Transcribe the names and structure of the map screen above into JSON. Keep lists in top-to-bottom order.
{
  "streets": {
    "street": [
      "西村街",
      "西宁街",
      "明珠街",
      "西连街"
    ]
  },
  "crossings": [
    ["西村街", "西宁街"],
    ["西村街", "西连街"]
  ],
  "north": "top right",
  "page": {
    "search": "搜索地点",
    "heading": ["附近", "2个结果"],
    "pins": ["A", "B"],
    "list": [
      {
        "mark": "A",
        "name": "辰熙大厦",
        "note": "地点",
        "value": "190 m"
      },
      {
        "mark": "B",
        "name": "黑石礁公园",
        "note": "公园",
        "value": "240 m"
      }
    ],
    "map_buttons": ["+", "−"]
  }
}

* _Task instructions_:
Repeat the records above with every character intact.

* _Task result_:
Transcribe the names and structure of the map screen above into JSON. Keep lists in top-to-bottom order.
{
  "streets": {
    "street": [
      "西村街",
      "西宁街",
      "明珠街",
      "西连街"
    ]
  },
  "crossings": [
    ["西村街", "西宁街"],
    ["西村街", "西连街"]
  ],
  "north": "top right",
  "page": {
    "search": "搜索地点",
    "heading": ["附近", "2个结果"],
    "pins": ["A", "B"],
    "list": [
      {
        "mark": "A",
        "name": "辰熙大厦",
        "note": "地点",
        "value": "190 m"
      },
      {
        "mark": "B",
        "name": "黑石礁公园",
        "note": "公园",
        "value": "240 m"
      }
    ],
    "map_buttons": ["+", "−"]
  }
}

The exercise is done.